TASK INPUTS: Begin

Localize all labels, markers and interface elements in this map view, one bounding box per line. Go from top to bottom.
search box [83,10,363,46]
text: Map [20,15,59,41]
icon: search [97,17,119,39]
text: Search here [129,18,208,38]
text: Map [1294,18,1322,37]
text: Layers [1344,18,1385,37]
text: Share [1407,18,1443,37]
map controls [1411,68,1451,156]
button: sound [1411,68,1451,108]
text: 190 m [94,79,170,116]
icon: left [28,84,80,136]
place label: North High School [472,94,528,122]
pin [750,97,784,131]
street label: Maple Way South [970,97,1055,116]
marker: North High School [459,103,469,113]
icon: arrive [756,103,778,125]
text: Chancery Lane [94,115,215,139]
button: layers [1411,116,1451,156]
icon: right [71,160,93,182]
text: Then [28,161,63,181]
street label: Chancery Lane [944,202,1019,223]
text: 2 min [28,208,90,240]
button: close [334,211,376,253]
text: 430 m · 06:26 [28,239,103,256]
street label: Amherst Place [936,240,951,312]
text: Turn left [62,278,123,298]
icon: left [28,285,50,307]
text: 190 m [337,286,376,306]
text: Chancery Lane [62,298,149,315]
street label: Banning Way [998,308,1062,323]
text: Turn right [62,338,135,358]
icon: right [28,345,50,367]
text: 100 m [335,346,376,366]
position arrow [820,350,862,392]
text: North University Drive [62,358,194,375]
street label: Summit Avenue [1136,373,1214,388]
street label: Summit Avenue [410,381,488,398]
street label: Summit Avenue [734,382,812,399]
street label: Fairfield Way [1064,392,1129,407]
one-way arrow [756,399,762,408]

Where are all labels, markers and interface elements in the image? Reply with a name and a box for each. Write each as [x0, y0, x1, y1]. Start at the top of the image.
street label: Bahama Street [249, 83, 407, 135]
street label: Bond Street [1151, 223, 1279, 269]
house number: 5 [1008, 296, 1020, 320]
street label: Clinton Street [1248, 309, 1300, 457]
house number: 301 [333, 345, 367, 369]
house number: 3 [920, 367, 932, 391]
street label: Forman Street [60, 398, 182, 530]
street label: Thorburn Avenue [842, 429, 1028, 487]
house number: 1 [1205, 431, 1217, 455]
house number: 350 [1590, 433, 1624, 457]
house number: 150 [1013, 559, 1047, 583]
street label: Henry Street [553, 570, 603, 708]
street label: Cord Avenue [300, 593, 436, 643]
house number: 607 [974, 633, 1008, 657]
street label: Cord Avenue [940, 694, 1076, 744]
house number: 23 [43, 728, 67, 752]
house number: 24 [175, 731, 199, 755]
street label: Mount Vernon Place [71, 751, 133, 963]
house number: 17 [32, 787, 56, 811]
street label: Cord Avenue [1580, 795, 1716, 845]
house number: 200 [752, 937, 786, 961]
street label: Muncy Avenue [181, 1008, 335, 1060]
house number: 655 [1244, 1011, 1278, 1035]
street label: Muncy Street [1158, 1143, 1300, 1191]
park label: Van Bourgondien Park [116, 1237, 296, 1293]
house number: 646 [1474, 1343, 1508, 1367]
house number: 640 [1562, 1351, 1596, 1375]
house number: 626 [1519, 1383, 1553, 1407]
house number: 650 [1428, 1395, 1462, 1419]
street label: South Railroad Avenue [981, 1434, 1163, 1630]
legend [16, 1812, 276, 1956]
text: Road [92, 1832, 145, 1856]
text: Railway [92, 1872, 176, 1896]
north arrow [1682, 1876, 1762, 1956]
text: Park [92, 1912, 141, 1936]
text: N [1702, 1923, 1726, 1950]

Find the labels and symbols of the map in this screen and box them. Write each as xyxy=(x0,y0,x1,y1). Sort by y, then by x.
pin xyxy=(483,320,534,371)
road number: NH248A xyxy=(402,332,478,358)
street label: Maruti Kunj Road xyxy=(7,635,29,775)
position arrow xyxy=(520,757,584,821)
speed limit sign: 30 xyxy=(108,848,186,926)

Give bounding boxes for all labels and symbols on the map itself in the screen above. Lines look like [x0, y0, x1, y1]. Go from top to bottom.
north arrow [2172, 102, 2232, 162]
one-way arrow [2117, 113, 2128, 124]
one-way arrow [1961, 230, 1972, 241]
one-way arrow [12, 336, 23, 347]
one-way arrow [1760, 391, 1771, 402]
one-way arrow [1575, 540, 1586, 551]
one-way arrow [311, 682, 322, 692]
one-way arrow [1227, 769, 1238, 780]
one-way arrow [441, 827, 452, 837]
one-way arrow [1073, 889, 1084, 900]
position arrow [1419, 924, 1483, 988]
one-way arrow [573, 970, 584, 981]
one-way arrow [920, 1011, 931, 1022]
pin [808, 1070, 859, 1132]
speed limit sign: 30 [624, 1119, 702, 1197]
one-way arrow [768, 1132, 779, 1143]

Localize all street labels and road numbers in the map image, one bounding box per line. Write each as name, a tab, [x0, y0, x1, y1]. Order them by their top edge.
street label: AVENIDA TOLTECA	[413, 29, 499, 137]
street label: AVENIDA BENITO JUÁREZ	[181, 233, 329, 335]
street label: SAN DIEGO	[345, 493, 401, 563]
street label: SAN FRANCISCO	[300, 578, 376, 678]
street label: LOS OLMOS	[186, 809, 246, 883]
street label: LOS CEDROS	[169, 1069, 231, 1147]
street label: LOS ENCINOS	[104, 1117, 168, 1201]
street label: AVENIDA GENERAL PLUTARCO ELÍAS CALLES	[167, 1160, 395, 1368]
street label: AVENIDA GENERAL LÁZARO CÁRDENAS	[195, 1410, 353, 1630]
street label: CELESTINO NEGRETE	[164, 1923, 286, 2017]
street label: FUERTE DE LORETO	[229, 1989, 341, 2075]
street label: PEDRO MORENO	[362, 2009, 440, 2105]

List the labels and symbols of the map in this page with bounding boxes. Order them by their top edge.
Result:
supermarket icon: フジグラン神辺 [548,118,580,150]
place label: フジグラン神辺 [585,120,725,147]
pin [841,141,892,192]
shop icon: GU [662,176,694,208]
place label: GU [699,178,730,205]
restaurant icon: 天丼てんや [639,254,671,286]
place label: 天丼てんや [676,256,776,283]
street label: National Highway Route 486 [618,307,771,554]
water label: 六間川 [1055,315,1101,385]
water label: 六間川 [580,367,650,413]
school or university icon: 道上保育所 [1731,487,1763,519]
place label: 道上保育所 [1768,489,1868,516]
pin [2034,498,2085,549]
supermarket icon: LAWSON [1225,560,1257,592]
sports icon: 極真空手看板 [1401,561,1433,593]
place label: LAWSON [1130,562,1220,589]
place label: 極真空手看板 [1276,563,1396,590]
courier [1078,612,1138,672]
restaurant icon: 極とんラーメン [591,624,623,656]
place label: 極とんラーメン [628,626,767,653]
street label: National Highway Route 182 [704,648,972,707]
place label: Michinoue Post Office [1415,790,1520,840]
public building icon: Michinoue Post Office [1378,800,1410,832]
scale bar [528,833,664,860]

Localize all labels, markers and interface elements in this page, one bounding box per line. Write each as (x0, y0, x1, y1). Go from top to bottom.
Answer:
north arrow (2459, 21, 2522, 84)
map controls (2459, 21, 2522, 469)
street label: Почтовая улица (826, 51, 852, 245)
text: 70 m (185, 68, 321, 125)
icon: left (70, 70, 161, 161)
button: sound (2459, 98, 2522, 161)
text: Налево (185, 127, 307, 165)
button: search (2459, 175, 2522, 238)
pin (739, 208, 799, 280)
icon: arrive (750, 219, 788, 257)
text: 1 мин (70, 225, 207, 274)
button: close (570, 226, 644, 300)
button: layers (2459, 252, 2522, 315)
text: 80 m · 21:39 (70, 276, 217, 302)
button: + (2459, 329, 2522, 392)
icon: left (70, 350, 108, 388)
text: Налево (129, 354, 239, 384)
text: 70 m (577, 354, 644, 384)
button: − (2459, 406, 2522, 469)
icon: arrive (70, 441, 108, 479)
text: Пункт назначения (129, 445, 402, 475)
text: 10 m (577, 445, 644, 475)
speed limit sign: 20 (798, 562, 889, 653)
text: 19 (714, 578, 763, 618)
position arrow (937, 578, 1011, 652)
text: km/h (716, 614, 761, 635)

TASK INPUTS: End

# ACTIVITY
Return only the number of lines in the material with the word "bounding" in them.

# ANSWER TO THE PROBLEM
5